Many reefs are still undiscovered, and turtles, rays and whale sharks are often spotted here.

The islands are closed between May and October, but if you want to visit the rest of the year, you’ll need to catch a boat from Khao Lak on the mainland.





koh kood beach
Koh Kood is one of the best islands to visit in Thailand for a relaxing holiday.

Koh Chang isn’t the only Thai island within touching distance of Cambodia.

In fact, Koh Kut (also known as Koh Kood) is even further south in the Gulf of Thailand and is the country’s fourth largest island.

Unless you’re in the area by chance, you’re unlikely to visit, so it hasn’t been developed like Thailand’s more touristy islands.

Instead, you’ll find it ringed with white sand beaches and blue waters, while the island proper is covered in lush mangrove forests, jungle and waterfalls.

Despite being less touristy, there are many accommodation options and local restaurants and bars, but remember to bring cash as you won’t find any ATMs on Koh Kut.



One of a few different islands off the western coast of Thailand’s Ranong province, Koh Phayam is one of the country’s most laid-back islands with very little to do – in a good way.

There’s a tiny population of just 500 people, most of whom are local fishermen or rely on a small trickle of tourism, but don’t expect luxury resorts here.

Electricity is generally only available at certain hours of the day, so you’ll want to explore the various untouched beaches or take a leisurely cycle around the island.

Despite this lack of development, Koh Phayam is popular with expats, many of whom live here for most of the year.

If you’re looking to make friends, chill out or are thinking of moving to a paradise yourself, head to one of the wooden beach bars for a cold drink here.


If you haven’t heard of the Surin Islands, don’t worry, they are often overshadowed by their more famous neighbours in Phang Nga Province off the coast of Phuket.

However, as part of Mu Koh Surin National Park, these five stunning islands in Thailand combine a great location with no crowds.

Forewarning, the Surin Islands’ lack of tourism means that those who end up here are looking for an authentic Thai island experience.

Camping on the beach or at campgrounds is the most popular accommodation here, although there are a couple of guesthouses.

Otherwise, you won’t find much in the way of shops or restaurants here, but there are frequent snorkelling trips, so many people choose to make a day trip here instead.



Koh Yao Noi, one of the Koh Yao islands just a 30-minute boat trip from Phuket, is surprisingly large and full of adventure.

Although visitors flock here, tourist infrastructure isn’t particularly developed, with most shops, restaurants and bars being just small local shacks, although there is one 7-eleven should you need it.

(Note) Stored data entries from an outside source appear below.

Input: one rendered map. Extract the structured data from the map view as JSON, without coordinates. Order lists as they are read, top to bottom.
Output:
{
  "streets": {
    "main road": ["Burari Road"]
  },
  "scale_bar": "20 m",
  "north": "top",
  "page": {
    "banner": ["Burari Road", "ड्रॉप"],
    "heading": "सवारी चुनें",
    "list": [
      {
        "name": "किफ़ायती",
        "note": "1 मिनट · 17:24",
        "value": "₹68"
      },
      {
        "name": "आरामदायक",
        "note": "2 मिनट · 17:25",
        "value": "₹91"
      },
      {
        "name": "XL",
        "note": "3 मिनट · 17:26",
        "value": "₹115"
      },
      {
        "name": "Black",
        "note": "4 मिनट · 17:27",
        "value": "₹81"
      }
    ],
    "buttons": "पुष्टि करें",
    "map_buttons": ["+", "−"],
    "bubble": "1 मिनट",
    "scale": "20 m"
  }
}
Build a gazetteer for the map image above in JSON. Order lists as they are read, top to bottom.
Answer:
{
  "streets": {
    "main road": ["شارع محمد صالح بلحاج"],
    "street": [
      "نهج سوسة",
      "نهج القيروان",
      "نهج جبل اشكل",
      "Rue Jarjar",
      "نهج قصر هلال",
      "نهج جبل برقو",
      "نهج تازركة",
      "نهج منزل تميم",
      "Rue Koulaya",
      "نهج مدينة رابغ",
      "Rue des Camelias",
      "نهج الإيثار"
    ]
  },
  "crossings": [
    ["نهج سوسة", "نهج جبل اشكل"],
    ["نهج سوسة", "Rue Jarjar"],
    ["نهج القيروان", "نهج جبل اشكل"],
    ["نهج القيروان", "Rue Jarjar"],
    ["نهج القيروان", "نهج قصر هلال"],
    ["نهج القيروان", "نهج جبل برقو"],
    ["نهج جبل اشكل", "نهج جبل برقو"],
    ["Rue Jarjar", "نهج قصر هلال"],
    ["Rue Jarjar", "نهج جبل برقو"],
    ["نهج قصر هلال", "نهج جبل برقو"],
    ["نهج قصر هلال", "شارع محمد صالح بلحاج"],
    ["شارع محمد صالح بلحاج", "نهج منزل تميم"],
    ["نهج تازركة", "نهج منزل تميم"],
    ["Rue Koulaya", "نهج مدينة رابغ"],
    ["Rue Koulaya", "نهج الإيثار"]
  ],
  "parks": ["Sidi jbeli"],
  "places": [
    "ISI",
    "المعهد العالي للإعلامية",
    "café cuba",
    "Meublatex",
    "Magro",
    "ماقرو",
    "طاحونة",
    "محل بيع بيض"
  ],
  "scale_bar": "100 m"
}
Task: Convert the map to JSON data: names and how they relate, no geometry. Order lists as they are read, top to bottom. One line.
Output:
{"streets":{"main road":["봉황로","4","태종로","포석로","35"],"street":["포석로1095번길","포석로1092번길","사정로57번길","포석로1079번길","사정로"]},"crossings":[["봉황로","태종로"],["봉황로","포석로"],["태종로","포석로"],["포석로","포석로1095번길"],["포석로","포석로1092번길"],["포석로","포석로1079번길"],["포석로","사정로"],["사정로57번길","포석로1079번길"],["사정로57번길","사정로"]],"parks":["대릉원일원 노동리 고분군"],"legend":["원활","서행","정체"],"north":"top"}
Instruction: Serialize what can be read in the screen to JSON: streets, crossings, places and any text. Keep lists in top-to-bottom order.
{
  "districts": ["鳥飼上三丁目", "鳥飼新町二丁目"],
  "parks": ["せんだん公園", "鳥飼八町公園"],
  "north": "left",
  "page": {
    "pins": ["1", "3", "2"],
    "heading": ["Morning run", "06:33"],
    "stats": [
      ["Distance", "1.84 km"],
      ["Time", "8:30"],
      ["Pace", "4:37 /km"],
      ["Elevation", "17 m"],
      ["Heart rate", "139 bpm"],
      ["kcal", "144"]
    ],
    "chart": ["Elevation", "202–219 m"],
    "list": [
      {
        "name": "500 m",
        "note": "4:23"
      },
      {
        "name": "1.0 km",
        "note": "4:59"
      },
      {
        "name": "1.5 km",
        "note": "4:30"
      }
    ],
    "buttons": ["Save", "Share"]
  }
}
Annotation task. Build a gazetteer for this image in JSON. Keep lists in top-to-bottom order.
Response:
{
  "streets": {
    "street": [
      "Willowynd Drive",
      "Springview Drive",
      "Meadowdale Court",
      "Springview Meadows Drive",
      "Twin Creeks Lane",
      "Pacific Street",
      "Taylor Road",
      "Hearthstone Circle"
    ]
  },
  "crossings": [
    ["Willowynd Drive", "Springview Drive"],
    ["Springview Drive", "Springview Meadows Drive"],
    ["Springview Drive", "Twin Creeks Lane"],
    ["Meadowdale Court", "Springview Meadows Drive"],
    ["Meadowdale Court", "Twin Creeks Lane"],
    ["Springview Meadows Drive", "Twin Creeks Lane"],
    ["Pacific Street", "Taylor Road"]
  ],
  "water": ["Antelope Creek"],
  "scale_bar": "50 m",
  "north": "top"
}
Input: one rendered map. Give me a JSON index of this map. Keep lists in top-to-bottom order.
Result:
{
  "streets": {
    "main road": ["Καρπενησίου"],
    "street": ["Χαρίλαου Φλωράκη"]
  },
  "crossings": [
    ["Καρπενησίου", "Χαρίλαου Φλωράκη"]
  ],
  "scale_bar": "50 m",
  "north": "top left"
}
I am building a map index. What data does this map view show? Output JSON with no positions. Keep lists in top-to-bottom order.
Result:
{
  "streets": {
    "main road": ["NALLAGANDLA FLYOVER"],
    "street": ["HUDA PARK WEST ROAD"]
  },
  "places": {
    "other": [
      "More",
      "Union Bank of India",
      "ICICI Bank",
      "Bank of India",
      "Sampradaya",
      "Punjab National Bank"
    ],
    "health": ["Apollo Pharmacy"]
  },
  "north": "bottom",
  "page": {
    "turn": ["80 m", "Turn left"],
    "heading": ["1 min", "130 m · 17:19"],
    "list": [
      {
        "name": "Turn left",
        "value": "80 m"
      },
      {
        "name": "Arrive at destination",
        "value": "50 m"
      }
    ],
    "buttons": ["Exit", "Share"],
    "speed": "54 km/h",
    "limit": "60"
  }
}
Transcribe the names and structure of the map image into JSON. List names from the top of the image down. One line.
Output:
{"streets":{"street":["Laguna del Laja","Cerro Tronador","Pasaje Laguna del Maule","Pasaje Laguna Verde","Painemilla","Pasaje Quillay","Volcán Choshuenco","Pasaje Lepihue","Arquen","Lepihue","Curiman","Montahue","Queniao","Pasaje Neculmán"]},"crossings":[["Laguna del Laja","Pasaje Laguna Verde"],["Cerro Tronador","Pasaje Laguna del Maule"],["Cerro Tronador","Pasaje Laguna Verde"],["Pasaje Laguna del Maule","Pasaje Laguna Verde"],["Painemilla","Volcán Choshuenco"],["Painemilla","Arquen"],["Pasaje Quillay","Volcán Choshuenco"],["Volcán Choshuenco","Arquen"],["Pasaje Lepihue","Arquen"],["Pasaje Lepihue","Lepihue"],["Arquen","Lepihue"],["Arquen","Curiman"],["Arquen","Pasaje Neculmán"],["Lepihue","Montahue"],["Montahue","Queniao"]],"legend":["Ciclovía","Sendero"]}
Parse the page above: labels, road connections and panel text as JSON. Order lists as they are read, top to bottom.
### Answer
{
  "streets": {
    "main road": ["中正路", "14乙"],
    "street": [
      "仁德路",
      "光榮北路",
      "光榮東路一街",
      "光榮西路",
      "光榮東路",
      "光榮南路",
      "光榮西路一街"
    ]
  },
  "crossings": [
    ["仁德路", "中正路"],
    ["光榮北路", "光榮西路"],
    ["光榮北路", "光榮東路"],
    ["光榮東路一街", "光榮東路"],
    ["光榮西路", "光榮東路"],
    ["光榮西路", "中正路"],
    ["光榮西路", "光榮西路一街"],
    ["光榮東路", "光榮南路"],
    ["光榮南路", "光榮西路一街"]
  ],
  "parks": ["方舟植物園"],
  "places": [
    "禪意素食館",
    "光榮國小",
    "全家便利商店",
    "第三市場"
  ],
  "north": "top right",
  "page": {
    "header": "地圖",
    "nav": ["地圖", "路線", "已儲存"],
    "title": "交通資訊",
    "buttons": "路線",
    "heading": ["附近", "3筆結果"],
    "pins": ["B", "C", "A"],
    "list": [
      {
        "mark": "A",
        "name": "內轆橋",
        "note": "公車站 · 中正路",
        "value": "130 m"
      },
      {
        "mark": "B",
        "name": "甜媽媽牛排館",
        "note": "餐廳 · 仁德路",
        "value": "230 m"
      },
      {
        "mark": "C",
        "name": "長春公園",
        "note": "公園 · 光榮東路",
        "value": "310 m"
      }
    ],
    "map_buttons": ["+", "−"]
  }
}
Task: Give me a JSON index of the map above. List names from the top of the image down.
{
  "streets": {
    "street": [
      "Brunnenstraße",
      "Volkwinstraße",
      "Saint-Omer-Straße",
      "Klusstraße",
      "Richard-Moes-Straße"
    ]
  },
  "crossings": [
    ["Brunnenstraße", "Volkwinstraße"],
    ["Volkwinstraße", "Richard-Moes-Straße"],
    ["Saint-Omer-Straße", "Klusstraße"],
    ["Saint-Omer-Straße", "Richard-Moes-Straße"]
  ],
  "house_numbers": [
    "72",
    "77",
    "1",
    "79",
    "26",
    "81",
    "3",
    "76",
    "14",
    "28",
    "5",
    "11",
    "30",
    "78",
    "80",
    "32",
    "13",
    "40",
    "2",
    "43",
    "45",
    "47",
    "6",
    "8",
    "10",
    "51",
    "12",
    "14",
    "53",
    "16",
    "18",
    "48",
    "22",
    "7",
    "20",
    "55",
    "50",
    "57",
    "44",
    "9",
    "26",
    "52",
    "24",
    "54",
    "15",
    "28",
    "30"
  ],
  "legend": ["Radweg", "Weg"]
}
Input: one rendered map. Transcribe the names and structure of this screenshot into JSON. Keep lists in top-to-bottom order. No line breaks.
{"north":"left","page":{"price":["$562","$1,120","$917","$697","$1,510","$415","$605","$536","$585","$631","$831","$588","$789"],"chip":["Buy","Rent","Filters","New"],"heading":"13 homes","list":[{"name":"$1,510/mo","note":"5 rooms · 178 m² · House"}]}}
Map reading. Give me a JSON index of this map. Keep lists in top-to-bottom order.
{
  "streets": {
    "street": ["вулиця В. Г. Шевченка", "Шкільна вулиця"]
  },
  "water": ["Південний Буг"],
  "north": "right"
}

The best way to explore the jungles, rice paddies, coconut plantations and beaches is by bicycle or scooter, and make sure to stop often for food, as the seafood is out of this world.

Despite the lack of shops, hotels aren’t a problem; there’s even a Six Senses here if you’re looking for the ultimate splash-out stay.



koh tarutao thailand islands to visit
The Thai islands of Koh Tarutao has some interesting geographical features.

We’ve already mentioned Koh Lipe, another island that’s part of Tarutao National Park, with Koh Tarutao being the largest island in the archipelago.

Despite being the largest, it’s pretty undeveloped, so you won’t find modern shops, restaurants or reliable internet here.

On the other hand, along its 26-mile length, you will find unexplored beaches, unique caves, rainforests and waterfalls, and crystal clear sea, which you can explore on foot, by bike, kayak or snorkel.

As it is a national park, you’ll need to pay a small fee to enter, and accommodation is hut-style, but for next to nothing, you’ll wake up to the sound of the waves and while exploring, you might not even see another soul.





Located off of the west coast of Thailand, Koh Jum is actually the southern part of one island, with the northern part known as Koh Pu.

This tiny island packs in nine tranquil beaches, of which the ones in Koh Jum are more popular due to accessibility, but if you’re up for a hike, head north to Koh Pu for truly deserted stretches of sand.

The beaches here are the main draw, whether you lie on them for the day or go snorkelling and swimming.

Again, the island isn’t built up, but there are local cafes, beach bars, tourist and swim shops, and travel agencies for renting gear and booking tours.


Koh Samet sits in the Gulf of Thailand, not far south of Pattaya.

This makes it popular with locals from the city and Bangkok who visit for a beach getaway.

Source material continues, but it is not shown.